ABOUT THIS EXERCISE:
Looking at the data that follows, count the lines containing the word "Bâtiment" and write down only that count.

[Collected data]
★ ★ ★ ★

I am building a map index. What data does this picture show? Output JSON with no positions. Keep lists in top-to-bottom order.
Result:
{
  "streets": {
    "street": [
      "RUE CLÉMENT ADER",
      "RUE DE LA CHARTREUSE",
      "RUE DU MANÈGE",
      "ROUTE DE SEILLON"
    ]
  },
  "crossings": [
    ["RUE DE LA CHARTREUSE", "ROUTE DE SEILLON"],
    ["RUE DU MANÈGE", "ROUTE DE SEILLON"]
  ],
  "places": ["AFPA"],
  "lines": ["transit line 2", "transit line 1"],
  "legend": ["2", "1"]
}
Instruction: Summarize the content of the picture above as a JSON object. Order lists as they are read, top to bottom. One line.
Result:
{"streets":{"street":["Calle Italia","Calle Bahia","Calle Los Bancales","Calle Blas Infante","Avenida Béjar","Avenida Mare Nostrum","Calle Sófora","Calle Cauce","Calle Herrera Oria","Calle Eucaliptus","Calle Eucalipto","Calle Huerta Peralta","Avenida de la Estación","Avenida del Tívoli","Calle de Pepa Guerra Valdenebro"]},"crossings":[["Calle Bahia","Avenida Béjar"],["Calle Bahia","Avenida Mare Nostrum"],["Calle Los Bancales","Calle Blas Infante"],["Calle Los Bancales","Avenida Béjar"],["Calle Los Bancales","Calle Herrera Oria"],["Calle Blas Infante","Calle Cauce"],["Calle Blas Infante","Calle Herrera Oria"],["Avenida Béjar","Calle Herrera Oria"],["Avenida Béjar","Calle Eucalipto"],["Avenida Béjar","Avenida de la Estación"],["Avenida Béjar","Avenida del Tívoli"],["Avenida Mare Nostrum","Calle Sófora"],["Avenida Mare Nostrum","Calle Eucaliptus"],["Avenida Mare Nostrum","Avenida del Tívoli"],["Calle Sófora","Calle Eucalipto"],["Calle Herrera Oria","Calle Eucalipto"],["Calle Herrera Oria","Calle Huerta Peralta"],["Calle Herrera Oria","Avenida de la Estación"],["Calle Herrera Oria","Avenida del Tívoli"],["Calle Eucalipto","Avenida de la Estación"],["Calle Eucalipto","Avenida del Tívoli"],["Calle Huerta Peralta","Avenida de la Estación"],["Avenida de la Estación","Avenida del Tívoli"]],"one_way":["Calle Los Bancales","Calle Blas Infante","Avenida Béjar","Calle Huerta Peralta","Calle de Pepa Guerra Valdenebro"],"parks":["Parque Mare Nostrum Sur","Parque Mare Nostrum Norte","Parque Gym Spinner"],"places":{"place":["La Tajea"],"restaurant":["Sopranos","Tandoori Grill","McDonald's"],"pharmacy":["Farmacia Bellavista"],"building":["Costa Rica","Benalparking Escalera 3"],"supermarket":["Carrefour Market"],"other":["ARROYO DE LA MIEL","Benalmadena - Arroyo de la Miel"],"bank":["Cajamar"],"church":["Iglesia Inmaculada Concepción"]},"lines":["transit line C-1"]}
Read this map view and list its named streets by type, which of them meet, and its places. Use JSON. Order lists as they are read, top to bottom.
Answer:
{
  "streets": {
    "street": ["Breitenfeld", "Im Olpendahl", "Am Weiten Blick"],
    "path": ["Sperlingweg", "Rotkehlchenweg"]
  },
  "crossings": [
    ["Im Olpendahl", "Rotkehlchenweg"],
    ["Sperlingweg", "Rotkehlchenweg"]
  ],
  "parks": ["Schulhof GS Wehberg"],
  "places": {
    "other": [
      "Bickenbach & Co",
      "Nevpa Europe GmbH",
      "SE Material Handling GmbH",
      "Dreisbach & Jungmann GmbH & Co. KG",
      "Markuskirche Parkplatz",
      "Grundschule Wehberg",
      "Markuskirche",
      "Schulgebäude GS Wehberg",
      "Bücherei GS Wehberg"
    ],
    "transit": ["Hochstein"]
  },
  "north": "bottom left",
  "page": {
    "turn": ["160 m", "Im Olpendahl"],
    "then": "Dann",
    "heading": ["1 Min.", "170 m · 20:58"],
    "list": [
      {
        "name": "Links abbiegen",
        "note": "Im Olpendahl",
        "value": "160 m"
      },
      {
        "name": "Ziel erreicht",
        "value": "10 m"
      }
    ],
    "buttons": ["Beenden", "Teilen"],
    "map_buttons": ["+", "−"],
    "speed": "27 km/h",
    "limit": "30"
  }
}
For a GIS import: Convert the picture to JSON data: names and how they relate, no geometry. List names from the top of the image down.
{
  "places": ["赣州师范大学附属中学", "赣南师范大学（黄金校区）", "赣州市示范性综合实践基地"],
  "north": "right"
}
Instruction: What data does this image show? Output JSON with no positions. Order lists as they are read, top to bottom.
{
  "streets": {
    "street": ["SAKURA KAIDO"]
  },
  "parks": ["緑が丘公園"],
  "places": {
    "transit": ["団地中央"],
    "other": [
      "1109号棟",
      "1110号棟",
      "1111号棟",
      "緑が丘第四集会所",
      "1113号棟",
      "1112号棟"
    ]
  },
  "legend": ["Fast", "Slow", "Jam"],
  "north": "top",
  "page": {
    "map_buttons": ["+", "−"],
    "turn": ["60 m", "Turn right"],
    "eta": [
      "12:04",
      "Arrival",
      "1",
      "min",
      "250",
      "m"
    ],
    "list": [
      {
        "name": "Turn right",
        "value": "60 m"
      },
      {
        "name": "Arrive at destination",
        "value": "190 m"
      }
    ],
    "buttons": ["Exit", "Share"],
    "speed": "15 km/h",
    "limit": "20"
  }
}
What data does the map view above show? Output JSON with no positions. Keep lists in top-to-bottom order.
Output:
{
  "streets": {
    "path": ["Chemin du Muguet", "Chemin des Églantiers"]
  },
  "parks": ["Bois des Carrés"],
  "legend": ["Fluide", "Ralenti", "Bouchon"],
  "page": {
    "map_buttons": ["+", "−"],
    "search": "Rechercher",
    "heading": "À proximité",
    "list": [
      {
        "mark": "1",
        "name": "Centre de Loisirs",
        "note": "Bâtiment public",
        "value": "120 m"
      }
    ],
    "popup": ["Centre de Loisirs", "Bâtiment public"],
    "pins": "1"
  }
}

★ ★ ★ ★

ANSWER SECTION:
2